### Material supplied

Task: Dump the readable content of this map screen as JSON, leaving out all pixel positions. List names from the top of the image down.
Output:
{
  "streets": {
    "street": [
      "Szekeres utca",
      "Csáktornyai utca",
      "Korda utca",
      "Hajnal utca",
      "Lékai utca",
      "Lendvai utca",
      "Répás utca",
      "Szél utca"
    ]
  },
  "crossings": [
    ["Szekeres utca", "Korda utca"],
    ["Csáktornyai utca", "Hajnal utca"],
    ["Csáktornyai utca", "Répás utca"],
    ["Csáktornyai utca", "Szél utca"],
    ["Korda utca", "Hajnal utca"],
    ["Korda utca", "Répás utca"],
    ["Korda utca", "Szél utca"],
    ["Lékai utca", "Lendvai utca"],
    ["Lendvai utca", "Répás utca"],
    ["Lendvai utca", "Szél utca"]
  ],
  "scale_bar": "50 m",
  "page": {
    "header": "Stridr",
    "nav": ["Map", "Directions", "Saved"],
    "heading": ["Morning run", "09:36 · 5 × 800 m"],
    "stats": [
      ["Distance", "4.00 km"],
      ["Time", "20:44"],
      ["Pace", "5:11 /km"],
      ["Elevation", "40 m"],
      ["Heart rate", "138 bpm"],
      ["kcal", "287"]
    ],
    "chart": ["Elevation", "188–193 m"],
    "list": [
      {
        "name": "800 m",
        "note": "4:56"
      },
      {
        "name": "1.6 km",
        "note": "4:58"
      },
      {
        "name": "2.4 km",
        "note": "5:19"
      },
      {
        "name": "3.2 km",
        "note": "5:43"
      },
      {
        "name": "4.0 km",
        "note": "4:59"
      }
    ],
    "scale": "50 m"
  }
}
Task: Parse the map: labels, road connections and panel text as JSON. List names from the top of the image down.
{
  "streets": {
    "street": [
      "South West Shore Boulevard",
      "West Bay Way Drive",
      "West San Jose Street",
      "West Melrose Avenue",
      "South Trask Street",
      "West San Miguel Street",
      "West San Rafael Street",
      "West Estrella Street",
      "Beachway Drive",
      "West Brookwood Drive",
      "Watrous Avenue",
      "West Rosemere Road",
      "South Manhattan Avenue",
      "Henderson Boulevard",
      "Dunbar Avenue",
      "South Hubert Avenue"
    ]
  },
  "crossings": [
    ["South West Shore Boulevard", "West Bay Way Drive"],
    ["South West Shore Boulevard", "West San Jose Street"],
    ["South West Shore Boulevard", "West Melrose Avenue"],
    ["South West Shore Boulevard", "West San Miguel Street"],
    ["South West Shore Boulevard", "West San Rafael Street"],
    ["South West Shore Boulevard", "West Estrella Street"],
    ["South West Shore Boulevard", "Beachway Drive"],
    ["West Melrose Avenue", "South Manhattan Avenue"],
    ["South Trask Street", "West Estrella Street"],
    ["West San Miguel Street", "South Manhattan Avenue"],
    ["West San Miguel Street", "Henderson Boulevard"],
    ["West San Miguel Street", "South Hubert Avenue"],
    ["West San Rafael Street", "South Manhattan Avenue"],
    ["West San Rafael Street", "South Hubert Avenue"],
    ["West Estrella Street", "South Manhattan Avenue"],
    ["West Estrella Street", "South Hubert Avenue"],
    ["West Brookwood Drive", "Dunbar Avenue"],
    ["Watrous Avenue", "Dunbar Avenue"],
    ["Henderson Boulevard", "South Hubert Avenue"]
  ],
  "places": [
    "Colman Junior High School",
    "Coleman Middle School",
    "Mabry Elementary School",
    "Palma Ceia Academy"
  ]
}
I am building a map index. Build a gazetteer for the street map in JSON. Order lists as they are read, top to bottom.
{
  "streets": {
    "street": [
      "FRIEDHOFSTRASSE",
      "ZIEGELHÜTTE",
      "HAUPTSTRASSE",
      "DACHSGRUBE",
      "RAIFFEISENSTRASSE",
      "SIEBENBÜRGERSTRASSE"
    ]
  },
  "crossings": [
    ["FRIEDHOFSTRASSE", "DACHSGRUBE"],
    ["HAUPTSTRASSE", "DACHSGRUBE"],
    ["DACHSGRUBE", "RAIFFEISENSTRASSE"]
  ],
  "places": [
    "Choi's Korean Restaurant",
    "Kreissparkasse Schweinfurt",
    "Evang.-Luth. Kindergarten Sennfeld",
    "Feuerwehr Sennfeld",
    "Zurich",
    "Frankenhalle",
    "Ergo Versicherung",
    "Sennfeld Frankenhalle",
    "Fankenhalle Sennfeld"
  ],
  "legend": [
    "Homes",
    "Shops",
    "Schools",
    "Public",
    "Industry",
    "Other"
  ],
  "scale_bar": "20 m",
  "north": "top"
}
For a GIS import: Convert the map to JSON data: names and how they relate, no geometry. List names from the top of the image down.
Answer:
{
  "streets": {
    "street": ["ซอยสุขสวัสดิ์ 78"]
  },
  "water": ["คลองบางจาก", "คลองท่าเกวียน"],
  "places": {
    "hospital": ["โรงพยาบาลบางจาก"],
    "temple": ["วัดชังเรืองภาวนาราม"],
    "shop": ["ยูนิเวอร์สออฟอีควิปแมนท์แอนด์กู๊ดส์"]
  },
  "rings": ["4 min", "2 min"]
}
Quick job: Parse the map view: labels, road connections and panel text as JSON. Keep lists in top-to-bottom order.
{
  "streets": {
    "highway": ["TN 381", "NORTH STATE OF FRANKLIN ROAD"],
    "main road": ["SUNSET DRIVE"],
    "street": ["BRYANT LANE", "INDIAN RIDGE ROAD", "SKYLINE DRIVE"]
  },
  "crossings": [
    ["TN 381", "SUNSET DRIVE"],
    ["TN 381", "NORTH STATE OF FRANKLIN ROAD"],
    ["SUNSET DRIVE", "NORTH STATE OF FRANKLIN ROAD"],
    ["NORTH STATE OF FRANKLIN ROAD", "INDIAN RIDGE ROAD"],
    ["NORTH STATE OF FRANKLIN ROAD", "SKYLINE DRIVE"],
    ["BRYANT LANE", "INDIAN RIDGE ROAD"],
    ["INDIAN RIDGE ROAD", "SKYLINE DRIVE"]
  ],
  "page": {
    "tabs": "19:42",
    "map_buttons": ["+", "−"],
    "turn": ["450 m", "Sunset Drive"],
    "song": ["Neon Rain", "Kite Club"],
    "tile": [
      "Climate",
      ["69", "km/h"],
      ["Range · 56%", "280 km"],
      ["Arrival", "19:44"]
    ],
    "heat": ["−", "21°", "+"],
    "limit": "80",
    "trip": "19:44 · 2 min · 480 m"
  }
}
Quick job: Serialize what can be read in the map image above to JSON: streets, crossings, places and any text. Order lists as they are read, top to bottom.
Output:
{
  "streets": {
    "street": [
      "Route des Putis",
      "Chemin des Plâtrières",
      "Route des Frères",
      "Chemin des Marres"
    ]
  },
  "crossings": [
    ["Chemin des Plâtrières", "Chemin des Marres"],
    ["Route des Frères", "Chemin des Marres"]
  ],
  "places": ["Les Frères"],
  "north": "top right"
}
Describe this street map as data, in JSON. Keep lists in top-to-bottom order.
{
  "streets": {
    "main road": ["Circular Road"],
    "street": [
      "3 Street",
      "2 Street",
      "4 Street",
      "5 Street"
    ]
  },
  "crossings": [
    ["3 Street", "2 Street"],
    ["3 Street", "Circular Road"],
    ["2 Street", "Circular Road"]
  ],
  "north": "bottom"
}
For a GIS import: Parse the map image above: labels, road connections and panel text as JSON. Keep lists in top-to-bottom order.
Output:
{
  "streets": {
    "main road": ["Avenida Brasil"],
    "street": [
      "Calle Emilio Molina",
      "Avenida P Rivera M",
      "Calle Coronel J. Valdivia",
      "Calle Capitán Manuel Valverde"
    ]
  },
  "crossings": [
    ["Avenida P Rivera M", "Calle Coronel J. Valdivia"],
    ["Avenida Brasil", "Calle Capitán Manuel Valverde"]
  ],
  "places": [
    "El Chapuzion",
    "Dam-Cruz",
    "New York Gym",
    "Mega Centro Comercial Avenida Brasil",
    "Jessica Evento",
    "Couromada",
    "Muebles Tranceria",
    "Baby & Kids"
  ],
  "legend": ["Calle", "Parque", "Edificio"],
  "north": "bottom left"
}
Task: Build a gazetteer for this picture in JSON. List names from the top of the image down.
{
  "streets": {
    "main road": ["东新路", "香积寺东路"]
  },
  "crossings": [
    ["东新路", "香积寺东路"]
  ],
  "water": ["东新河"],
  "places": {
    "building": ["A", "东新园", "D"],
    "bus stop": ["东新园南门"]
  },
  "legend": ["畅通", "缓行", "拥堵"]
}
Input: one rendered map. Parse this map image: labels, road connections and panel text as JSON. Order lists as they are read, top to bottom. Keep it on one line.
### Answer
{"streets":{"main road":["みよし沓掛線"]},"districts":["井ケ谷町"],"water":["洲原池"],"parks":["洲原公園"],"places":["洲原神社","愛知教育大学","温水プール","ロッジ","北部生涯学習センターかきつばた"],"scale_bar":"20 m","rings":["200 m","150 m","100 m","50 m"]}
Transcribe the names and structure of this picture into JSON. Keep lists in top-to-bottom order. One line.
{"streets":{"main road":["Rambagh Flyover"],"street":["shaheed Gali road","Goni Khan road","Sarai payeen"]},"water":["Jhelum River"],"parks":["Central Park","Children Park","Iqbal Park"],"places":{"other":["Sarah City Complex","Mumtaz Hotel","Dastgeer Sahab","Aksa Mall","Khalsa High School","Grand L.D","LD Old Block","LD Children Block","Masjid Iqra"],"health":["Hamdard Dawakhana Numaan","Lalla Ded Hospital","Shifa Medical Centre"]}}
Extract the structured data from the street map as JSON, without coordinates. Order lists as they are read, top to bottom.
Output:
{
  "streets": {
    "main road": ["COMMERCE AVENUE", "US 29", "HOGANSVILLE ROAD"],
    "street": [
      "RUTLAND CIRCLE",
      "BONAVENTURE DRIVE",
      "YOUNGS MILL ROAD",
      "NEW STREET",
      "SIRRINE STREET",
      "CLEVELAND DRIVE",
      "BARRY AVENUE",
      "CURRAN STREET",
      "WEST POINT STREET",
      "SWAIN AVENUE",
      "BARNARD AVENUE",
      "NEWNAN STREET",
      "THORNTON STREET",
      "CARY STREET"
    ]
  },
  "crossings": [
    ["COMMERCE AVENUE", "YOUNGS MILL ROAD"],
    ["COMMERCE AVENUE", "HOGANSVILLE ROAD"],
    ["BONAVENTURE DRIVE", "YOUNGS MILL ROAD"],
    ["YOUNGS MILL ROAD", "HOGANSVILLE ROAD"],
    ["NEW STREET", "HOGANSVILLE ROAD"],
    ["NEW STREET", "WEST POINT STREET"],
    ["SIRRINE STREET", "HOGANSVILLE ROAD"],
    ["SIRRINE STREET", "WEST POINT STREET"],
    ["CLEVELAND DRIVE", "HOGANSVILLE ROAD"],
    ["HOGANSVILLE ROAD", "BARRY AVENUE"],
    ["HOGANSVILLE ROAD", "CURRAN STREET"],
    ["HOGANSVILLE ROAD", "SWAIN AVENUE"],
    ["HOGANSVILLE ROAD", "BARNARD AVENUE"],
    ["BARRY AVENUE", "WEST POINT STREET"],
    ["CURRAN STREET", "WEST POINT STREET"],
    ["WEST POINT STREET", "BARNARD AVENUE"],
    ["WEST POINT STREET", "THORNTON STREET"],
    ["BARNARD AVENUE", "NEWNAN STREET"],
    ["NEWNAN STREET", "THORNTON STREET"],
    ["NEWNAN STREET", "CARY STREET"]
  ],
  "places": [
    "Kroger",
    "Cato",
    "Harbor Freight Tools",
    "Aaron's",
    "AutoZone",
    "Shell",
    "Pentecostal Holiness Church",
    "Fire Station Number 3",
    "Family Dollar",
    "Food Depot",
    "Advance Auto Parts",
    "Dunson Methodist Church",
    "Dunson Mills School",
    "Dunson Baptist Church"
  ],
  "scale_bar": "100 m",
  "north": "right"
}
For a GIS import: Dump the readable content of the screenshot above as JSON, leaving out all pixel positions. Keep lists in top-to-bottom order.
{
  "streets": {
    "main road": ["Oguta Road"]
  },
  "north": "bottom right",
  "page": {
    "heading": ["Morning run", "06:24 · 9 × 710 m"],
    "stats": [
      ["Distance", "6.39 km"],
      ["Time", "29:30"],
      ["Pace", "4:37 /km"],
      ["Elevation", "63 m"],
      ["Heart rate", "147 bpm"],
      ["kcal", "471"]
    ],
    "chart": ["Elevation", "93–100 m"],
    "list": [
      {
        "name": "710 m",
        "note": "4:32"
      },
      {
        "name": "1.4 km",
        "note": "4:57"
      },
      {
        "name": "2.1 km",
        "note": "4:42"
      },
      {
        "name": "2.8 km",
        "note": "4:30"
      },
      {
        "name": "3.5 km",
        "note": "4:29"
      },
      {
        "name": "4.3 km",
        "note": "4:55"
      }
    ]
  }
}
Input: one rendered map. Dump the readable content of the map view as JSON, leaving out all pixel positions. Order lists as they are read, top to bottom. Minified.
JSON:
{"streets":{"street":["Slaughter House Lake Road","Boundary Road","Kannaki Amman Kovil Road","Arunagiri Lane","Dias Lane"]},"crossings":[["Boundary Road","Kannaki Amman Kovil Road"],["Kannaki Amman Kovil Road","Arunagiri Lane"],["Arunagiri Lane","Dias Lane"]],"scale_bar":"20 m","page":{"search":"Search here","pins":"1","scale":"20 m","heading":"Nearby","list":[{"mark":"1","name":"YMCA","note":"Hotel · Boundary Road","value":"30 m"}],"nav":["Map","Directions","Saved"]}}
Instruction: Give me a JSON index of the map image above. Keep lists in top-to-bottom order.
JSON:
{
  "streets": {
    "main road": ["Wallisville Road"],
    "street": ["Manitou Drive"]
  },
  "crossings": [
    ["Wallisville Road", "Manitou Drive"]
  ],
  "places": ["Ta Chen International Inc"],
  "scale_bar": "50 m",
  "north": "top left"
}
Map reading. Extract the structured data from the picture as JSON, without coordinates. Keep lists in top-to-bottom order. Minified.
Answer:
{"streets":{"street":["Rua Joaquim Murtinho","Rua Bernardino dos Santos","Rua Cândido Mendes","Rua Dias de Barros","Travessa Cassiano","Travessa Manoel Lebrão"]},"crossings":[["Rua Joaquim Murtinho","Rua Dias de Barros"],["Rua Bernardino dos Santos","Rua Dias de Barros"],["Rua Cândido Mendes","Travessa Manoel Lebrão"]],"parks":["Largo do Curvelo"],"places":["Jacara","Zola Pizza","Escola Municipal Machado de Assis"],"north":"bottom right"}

######

Exercise details
Across the material above, how many lines have the word "Input" in them? Answer with a bare number.

Result below
2